Berlin/München – Lothar Wieler gehört zur Corona-Prominenz. Seit das Virus vor rund zwei Jahren in das Leben der Deutschen gekracht ist, erklärt der Chef des Robert-Koch-Instituts (RKI) Freitag für Freitag die aktuelle Lage – zunächst gemeinsam mit Bundesgesundheitsminister Jens Spahn (CDU), inzwischen mit dessen Nachfolger Karl Lauterbach (SPD). Doch morgen nimmt Lauterbach seinen Chefberater nicht mit in die Presserunde. Statt Wieler soll diesmal dessen Stellvertreter Lars Schaade dabei sein.
Das muss nichts heißen und wäre normalerweise auch keine große Sache. Ein RKI-Chef hat auch noch andere Termine. Doch zwischen Wieler und Lauterbach stehen die Dinge gerade nicht normal. Der Haussegen hängt schief. Und im Raum steht die Frage: Wird der Minister weiter an seinem Behördenchef festhalten?
Das erste Mal gekriselt hat es schon kurz vor Weihnachten. Wenige Stunden vor der damaligen Ministerpräsidentenkonferenz war Wielers Haus mit Forderungen nach „maximalen Kontaktbeschränkungen“ vorgeprescht, die „sofort beginnen“ sollten. Wer braucht da noch einen Minister, wenn dessen Behörde schon so klare Ansagen macht, fragten sich nicht nur manche Länderchefs. Lauterbach sah schwach aus. Der Vorstoß sei nicht abgesprochen gewesen, beklagte er sich in der Runde. Hinter den Kulissen soll er Wieler später deutlich klargemacht haben, dass er so etwas nicht noch einmal erleben wolle.

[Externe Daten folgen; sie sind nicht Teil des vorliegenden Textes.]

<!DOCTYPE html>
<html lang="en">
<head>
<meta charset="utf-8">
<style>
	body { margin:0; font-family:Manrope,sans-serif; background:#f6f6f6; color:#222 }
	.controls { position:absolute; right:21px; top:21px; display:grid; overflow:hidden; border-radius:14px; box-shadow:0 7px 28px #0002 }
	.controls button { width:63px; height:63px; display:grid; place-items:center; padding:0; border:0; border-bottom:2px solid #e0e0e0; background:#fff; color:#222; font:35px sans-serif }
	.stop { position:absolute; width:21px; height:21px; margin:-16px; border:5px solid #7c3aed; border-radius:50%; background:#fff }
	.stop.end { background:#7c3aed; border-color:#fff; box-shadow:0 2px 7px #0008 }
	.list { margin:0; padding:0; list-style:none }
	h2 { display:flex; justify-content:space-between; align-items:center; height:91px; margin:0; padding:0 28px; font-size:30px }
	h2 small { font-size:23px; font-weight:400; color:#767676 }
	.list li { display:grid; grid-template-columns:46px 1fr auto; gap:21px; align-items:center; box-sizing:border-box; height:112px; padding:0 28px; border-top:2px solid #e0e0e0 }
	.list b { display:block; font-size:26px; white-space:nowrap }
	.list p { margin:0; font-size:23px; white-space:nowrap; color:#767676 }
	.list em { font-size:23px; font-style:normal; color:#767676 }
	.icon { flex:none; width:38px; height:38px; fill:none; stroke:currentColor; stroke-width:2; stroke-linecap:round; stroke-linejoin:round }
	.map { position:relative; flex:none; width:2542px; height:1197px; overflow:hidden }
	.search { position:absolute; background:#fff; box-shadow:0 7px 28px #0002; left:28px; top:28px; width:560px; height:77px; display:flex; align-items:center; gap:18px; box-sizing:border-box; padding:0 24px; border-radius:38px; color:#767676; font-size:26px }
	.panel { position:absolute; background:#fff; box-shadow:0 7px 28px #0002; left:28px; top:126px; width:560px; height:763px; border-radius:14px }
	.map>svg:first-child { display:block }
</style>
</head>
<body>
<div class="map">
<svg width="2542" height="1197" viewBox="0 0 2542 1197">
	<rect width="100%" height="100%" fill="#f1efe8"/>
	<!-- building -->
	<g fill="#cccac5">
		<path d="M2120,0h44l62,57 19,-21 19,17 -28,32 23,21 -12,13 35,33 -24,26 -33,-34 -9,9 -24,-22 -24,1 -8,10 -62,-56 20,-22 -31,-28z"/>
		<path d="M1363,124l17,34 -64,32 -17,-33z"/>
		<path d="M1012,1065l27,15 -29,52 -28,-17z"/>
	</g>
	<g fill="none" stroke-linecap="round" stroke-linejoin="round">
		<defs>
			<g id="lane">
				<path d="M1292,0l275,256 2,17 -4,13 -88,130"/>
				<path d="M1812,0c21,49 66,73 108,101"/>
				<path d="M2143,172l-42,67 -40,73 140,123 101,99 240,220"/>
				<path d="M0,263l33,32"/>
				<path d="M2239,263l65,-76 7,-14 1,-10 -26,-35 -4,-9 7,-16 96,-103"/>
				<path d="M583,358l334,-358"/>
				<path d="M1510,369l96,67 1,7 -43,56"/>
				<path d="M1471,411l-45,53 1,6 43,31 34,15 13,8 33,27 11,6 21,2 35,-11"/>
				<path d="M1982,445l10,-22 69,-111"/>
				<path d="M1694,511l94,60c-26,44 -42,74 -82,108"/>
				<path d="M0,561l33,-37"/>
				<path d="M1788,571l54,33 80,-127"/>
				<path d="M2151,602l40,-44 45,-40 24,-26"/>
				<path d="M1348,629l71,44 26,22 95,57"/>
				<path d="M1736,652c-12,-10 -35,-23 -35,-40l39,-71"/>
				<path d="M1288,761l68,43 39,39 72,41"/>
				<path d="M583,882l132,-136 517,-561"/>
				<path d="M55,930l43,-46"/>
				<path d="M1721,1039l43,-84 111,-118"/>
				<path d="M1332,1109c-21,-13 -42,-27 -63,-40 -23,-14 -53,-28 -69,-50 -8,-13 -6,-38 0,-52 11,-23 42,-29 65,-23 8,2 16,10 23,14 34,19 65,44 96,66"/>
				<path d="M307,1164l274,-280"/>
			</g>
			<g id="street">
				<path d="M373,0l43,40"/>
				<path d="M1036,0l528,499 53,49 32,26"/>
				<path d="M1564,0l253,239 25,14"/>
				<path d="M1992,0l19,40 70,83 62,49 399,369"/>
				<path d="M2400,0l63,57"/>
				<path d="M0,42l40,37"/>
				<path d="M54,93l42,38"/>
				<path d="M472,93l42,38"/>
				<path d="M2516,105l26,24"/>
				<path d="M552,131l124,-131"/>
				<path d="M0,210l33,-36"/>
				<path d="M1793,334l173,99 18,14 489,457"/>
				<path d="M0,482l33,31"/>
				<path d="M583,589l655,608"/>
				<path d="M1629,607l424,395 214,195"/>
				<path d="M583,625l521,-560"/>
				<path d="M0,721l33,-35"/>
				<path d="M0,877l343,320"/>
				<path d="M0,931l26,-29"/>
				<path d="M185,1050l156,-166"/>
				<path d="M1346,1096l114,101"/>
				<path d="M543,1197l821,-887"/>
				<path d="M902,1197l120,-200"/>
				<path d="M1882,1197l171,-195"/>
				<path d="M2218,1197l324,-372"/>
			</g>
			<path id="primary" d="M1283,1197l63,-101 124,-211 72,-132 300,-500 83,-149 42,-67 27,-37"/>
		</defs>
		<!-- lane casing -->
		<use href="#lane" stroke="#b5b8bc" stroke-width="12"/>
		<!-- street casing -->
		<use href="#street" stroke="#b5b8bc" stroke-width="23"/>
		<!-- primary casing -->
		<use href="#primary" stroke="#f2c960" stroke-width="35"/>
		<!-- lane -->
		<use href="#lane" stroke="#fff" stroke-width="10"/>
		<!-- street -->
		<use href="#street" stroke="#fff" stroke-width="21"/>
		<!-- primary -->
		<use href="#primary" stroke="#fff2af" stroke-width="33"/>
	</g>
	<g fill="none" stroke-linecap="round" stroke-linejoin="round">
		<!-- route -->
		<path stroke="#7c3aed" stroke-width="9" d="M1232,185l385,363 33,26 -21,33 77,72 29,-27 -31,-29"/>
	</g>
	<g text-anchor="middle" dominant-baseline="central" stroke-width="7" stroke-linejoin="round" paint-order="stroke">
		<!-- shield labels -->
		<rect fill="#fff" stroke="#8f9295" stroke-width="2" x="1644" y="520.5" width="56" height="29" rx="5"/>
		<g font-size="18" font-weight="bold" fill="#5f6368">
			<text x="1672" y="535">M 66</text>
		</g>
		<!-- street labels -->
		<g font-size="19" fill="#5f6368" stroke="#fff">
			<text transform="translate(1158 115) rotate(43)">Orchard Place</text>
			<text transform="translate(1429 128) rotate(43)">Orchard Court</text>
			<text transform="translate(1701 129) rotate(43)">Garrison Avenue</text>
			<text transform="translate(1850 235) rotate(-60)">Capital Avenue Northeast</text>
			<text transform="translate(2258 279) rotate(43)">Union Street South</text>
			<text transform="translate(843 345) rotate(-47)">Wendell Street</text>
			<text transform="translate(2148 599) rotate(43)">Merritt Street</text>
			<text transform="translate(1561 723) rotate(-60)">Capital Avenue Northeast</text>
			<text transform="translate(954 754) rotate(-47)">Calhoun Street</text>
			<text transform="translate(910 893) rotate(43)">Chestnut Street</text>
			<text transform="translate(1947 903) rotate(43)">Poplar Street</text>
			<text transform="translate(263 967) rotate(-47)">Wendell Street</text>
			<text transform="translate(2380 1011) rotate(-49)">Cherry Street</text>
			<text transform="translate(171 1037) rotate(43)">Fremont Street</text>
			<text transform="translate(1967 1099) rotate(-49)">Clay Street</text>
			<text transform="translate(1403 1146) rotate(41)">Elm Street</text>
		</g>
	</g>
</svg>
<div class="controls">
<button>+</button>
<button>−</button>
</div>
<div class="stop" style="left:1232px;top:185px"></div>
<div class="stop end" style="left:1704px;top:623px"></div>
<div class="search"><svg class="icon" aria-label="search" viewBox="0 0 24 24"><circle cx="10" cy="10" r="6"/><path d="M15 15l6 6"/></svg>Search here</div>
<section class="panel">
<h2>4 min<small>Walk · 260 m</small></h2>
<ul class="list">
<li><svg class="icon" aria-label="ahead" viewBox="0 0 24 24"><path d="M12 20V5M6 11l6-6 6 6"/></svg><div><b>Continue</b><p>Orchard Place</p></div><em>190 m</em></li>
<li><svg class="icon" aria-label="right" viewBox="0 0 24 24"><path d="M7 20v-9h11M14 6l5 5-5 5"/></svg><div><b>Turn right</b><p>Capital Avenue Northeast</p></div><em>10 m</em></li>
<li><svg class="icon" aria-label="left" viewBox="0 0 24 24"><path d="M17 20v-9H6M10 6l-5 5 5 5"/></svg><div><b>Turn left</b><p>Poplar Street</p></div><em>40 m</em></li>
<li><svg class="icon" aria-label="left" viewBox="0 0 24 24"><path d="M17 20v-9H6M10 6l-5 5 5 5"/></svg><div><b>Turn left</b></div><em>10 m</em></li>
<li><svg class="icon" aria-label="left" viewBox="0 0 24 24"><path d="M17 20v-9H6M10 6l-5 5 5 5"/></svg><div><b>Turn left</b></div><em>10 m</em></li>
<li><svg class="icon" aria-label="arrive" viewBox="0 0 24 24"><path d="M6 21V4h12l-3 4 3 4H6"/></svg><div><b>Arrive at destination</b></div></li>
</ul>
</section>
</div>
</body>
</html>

Der zweite Akt folgte im Januar. Das RKI hatte von Lauterbach die Befugnis erhalten, selbst zu bestimmen, wie lange Bürger nach einer Corona-Infektion als genesen gelten. Ein medizinisches Detail, das in Pandemiezeiten aber darüber entscheidet, wer sich in diesem Land wie frei bewegen darf – denn Genesene sind Geimpften gleichgestellt. Quasi über Nacht nutzte das RKI seine neue Macht und verkürzte den Genesenenstatus mit sofortiger Wirkung von sechs auf drei Monate. Eine Entscheidung, die auch Lauterbach aus medizinischer Sicht für richtig hält. Nur hatte die Geschwindigkeit des RKI sogar den Minister kalt erwischt. Anders als versprochen, hatte der deshalb auch die Länder nicht informiert. Die waren stocksauer – und Lauterbach stand erneut blamiert da.
Dass Wieler Lauterbach absichtlich bloßstellte, scheint unwahrscheinlich. Der RKI-Chef wird in gesundheitspolitischen Kreisen für seine professionelle Art geschätzt. Wieler sei ein integrer Fachmann, mit dem man gut zusammenarbeiten könne, berichtet einer, der bereits mit ihm zu tun hatte. Dass er etwas hinter dem Rücken des Ministers durchdrücken wollte, passe da nicht ins Bild. Was aber auffällt: Mit dem reinen Politiker Spahn scheint die Kommunikation besser funktioniert zu haben als mit Lauterbach, der im Zweifel immer noch sich selbst für den größten Corona-Experten im Raum hält.
Nun scheint eine Grenze überschritten. Er wolle „tiefgreifende Entscheidungen“ wie die über den Genesenenstatus künftig nur noch selbst treffen, sagte Lauterbach gestern. „Sonst trage ich die politische Verantwortung für das Handeln anderer.“ Druck kommt zudem vom Koalitionspartner FDP. Der designierte Generalsekretär Bijan Djir-Sarai stellte mit Blick auf den Ärger um den Genesenstatus fest: „Des Vertrauens der FDP kann sich Herr Wieler aufgrund dieser neuerlichen Verfehlung, die ja leider keinen Einzelfall darstellt, nicht mehr sicher sein.“
Im „Spiegel“ war zuletzt zu lesen, dass auch Wieler wütend sei. Er soll sich in seinem Umfeld darüber beschwert haben, dass er in der Genesenenfrage als Hauptschuldiger hingestellt werde, obwohl sich das RKI mit den Fachabteilungen in Lauterbachs Ministerium mehrere Tage darüber ausgetauscht habe. Auch der Zeitpunkt, wann die Entscheidung veröffentlicht werde, sei dabei klar kommuniziert worden. Wieler habe es deshalb nicht für nötig gehalten, den Minister auch noch persönlich zu informieren.